I have long paid a much higher percent to the State of Oregon than I pay to the United States. Not sure why that’s true, but it has always worked out that way.
As for “percent” as the measure… it is often very misleading. For example, you can increase the percent of income paid to Social Security and yet the absolute amount left to the taxpayer AFTER taxes increases as wages increase… the extra percent going to pay for an expense that grows as a “percent” of his needs… that his, he is going to live longer and not want to work longer, so he will have to pay a larger percent for his retirement. the fact that he is getting richer at the same time eases the “burden” considerably. And even if he weren’t getting richer… the difference between having an extra ten dollars a week when you are working, and being short ten dollars a week when you are not working is huge, much, much bigger than you would ever guess from looking at “percent.”
Tim, state taxes are regressive overall because of the reliance on sales and property taxes, primarily.
As to your two questions, the U.S. has had periods when capital gains were taxed as ordinary income and there was no inflation adjustment (which countries do such an adjustment, BTW?), without abolishing CIT, and its economic performance was just fine, IIRC. Perhaps you want to argue that’s not “fair” (Mitt Romney obviously thinks so), but that is a separate question from what we “have” to do.
Ken
I think that Tim has less faith in “free markets” than I have. Taxes are (could be) like “gravity.” A “dead weight loss” in his estimation, but as any engineer knows an important part of what makes things work.
In any case it is something every business has to take into account… and adjust prices accordingly, and wages will be adjusted accordingly… to the extent that the market for labor is “free” and not a lopsided “take it or starve” proposition.
Thing is, if taxes were “predictable” and not subject to political manipulation, the markets would adjust and “fairness” would take care of itself… through prices and wages… or not.
If not, then we might have to do something different… which of course is where we are now,, but we have gone too far in the direction of manipulating “taxes” and frankly manipulating them in favor of the least productive and most predatory of businesses. Something the free market is too slow to adjust to before great harm is done.

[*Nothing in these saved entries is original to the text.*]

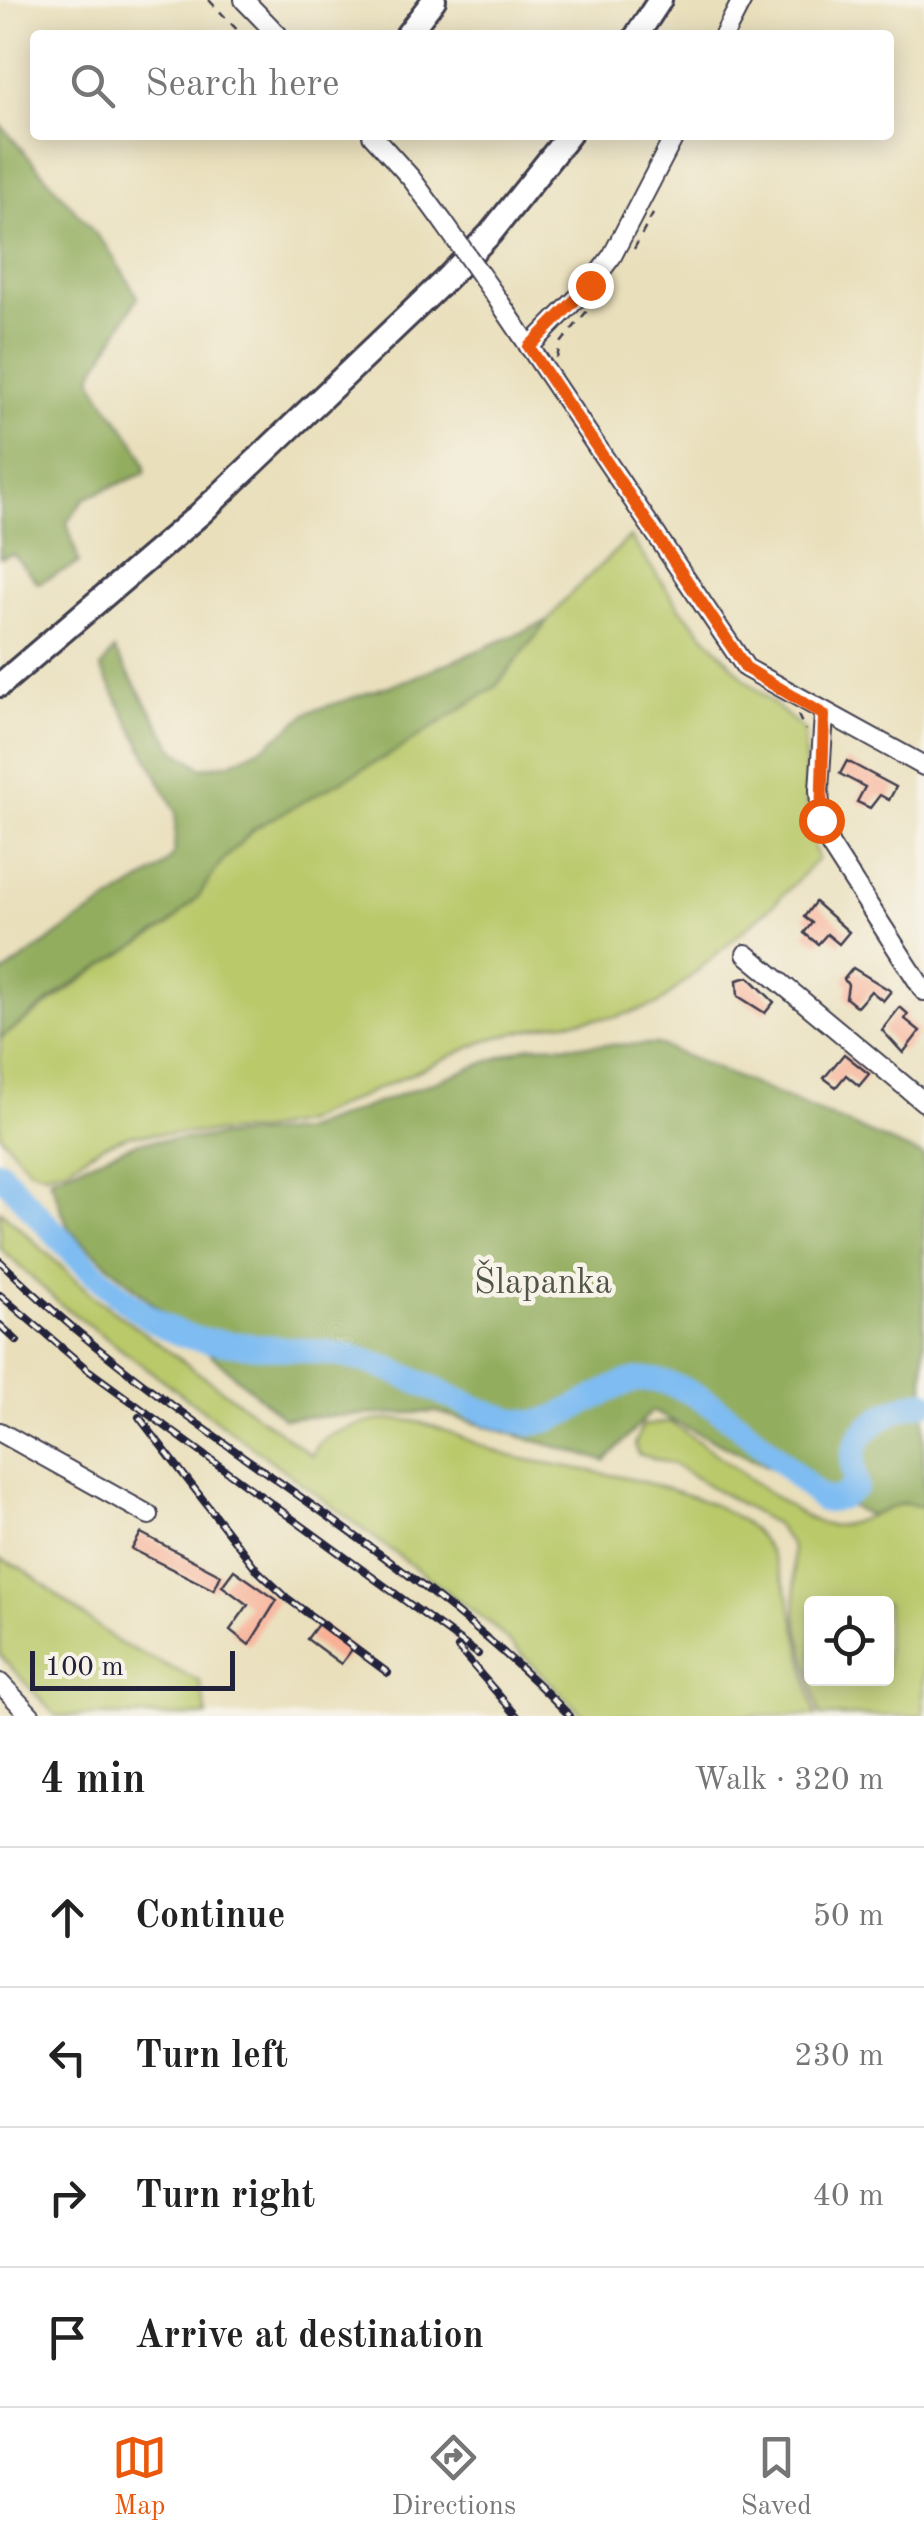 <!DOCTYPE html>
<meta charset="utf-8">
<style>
:root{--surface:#fff;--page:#f2f2f2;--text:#222;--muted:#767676;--line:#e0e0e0;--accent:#ea580c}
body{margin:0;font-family:"Old Standard TT",serif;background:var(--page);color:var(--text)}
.controls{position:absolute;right:30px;bottom:30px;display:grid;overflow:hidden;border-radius:10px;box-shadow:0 5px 25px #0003}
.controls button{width:90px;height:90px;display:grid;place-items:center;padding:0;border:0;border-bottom:2px solid var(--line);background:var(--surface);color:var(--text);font:50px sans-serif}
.scale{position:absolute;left:30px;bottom:25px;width:205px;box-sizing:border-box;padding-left:10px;border:5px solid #22223b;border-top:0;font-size:28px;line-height:35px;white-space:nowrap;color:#22223b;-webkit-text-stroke:8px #f7f3e8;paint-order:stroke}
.stop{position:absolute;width:30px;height:30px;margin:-22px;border:8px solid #ea580c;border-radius:50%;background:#fff}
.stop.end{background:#ea580c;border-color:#fff;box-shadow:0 2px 10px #0008}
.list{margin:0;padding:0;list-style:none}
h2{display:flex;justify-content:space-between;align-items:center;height:130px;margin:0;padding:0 40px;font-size:42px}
h2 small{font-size:32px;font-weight:400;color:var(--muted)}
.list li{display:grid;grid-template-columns:65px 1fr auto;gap:30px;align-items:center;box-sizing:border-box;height:140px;padding:0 40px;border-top:2px solid var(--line)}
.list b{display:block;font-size:38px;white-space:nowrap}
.list em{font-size:32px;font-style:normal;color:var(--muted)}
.icon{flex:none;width:55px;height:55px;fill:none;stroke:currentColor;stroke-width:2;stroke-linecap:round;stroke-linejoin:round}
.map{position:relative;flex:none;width:924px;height:1716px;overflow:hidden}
.search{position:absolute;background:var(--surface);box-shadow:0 5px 25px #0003;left:30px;right:30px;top:30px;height:110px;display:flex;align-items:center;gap:25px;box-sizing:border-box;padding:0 35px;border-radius:10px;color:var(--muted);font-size:38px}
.sheet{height:690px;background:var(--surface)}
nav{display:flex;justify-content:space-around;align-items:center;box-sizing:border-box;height:140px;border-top:2px solid var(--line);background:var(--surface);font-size:28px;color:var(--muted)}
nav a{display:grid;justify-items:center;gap:5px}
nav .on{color:var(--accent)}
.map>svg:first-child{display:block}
.green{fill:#bac96b;stroke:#6e7653;stroke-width:2.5;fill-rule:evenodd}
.forest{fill:#93ad5f;stroke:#5a684d;stroke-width:2.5}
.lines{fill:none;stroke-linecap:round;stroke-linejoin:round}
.river{stroke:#7ebcf2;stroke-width:25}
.building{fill:#f8b096}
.minor-casing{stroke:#403e4e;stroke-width:22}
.major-casing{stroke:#403e4e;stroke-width:28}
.path{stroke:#403e4e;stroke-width:2.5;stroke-dasharray:8 8;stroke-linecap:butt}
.minor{stroke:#fff;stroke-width:18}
.major{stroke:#fff;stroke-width:22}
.rail-casing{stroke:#22223b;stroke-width:8}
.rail{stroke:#f7f3e8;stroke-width:4;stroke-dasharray:11;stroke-linecap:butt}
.minor-bridge-casing{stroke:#403e4e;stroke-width:22;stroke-linecap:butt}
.minor-bridge{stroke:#fff;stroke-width:18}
.route{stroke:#ea580c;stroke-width:12}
.labels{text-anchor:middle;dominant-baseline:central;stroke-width:9;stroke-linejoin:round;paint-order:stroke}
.park-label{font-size:35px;fill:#505449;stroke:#f7f3e8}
</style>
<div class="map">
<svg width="924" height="1716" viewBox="0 0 924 1716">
<rect width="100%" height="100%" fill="#f7f3e8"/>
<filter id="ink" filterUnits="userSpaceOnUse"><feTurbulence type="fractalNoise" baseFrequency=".01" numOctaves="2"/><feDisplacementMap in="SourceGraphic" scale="20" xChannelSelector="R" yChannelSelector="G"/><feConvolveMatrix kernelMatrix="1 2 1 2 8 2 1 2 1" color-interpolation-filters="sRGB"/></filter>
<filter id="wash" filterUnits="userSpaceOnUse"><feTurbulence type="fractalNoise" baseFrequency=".0048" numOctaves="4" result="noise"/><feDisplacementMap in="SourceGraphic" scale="40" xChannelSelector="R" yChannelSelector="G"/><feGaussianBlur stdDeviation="2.25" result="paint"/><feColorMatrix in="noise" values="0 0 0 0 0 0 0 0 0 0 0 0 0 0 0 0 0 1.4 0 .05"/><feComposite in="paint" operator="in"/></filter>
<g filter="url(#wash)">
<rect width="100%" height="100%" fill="#e9dfbb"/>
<!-- green -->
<g class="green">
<path d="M630,537l51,72 65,71 58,50 4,96 10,33 -44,45 -115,100 -43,13 -60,6 -69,17 -186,83 -43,8 -127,4 -28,10 -37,23 -22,5 -15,-4 -29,-35v-95l198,-142 24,-36 33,-33 143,-78 98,-64 70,-88z"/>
<path d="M0,1210l93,86 220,160c1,-12 13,-19 25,-24 82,-36 120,15 190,28 58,10 192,29 230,75 36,42 43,128 58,181h-232l-91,-90 -434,-323 -59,-55z"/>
<path d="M669,1422c38,21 126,97 157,103 34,6 66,-32 98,-18v209h-104l-23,-95 -5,-73 -6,-10 -10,-13 -104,-61 -34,-10 -3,-10 7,-18zM812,1604h74v74h-74z"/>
<path d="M0,1559l22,9 97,75 81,38 7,35h-151l-56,-61z"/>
</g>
<!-- forest -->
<g class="forest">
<path d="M0,124l107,123 31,50 -46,78c7,31 57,71 53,98l-60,25 -18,24 12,41 -41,20 -25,-29 -13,4z"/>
<path d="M548,621l-52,65 -98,64 -143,78 -33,33 -24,36 -30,29 -100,61 -68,52v-63l68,-49 91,-57 15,-15 2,-43 -75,-144 13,-18 60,99 28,19 28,-5 38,-19 41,-32 101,-33z"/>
<path d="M657,1044l267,112v351l-21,-4 -32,13 -219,-105 -47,50 -168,-49 -154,6 -214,-188 -19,-52 89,-36 163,-11 228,-85z"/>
</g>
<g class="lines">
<!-- river -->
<path class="river" d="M0,1172c42,48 132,154 194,166 58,12 124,7 181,26 47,15 107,55 156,59 24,1 72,-33 97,-41 62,-19 152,81 195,118l18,-2 15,-12c-1,-10 -5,-24 -2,-33 6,-29 45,-48 70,-51"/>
</g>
<g id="blocks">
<!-- building -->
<g class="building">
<path d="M847,761l49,26 -7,13 -9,-5 -10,13 -13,-6 8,-15 -25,-13z"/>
<path d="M815,902l34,30 -10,12 -12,-10 -9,10 -14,-11 8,-10 -8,-6z"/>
<path d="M853,968l38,23 -8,10 -12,-10 -14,16 -11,-9 2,-13 -4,-6z"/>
<path d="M749,977l25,25 -9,11 -27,-17 -1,-16z"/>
<path d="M900,1007l8,7 -3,5 15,12 -17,22 -21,-23z"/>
<path d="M844,1054l25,20 -10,12 -13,-11 -10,12 -12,-9z"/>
<path d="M141,1533l80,42 -7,15 -82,-41z"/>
<path d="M234,1570l43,30 -28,45 -19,-15 18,-25 -26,-19z"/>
<path d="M319,1623l34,25 -12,16 -34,-25z"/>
</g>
</g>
</g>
<g filter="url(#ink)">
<use href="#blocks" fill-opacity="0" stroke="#403e4e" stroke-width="2.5"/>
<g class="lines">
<!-- minor casing -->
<g class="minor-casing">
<g id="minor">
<path d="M244,0l34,35"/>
<path d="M724,35l18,-35"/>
<path d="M372,135l39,43 33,45"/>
<path d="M494,294l252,374 178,98"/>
<path d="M529,347l61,-62 22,-29 63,-121"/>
<path d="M824,715l-5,75 2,30 9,25 94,146"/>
<path d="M746,954l178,148"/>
<path d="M0,1432l149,83"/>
<path d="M0,1683l31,33"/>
</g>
</g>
<!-- major casing -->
<g class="major-casing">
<g id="major">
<path d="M407,35l27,-35"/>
<path d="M637,35l23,-35"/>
<path d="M0,685l200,-171 241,-230 49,-50 79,-99"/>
</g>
</g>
<!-- path -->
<g class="path">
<path d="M209,0l33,35"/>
<path d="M634,249l20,-37"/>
<path d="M557,358l3,-14 27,-33"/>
<path d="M798,715l7,15"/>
</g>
<!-- minor -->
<use href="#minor" class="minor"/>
<!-- major -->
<use href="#major" class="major"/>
<!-- rail casing -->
<g class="rail-casing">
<g id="rail">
<path d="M0,1261c173,172 401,279 570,455"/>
<path d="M0,1295l88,75 390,284"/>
<path d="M0,1325l17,16"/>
<path d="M139,1417l119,154 29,27 101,75"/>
<path d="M458,1648l59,68"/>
</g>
</g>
<!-- rail -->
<use href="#rail" class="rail"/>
<!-- minor-bridge casing -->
<g class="minor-bridge-casing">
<path id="minor-bridge" d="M444,223l50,71"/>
</g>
<!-- minor-bridge -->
<use href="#minor-bridge" class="minor-bridge"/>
</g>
</g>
<g class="lines" filter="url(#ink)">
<!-- route -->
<path class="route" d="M590,285l-61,62 217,321 78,47 -3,105"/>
</g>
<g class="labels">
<!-- park labels -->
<g class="park-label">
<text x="543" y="1283">Šlapanka</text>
</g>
</g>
</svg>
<div class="controls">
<button><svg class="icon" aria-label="locate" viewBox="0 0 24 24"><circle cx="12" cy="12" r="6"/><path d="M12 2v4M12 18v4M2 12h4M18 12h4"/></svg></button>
</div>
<div class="scale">100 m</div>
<div class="stop" style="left:821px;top:820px"></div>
<div class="stop end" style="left:590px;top:285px"></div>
<div class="search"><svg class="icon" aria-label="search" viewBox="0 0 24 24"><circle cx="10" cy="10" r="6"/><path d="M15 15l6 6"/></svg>Search here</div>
</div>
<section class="sheet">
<h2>4 min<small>Walk · 320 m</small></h2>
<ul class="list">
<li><svg class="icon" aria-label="ahead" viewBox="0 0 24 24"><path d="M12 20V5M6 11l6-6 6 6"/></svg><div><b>Continue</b></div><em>50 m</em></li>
<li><svg class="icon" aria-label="left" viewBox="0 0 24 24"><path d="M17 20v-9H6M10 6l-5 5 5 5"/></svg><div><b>Turn left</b></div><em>230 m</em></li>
<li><svg class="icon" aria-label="right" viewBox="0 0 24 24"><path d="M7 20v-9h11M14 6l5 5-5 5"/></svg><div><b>Turn right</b></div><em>40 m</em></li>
<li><svg class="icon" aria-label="arrive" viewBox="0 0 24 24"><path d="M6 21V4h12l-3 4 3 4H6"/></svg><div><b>Arrive at destination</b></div></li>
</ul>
</section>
<nav>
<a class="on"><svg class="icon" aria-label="map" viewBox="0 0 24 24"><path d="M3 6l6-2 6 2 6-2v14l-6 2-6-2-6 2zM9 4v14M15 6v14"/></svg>Map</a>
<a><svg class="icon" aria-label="directions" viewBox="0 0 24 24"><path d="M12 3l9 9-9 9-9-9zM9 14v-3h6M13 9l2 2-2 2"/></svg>Directions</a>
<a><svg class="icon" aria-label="saved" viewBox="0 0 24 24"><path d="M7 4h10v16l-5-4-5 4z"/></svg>Saved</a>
</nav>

please note, i do not have a religious faith in free markets. just pointing out for the sake of discussion that those free markets could take care of the “fairness” that the very “free marketeers” are always howling about when they want a tax break.
because they,of course, live on the spread… the profits they can make while the markets are adjusting.. that is “between equilibrium” between “fair prices.”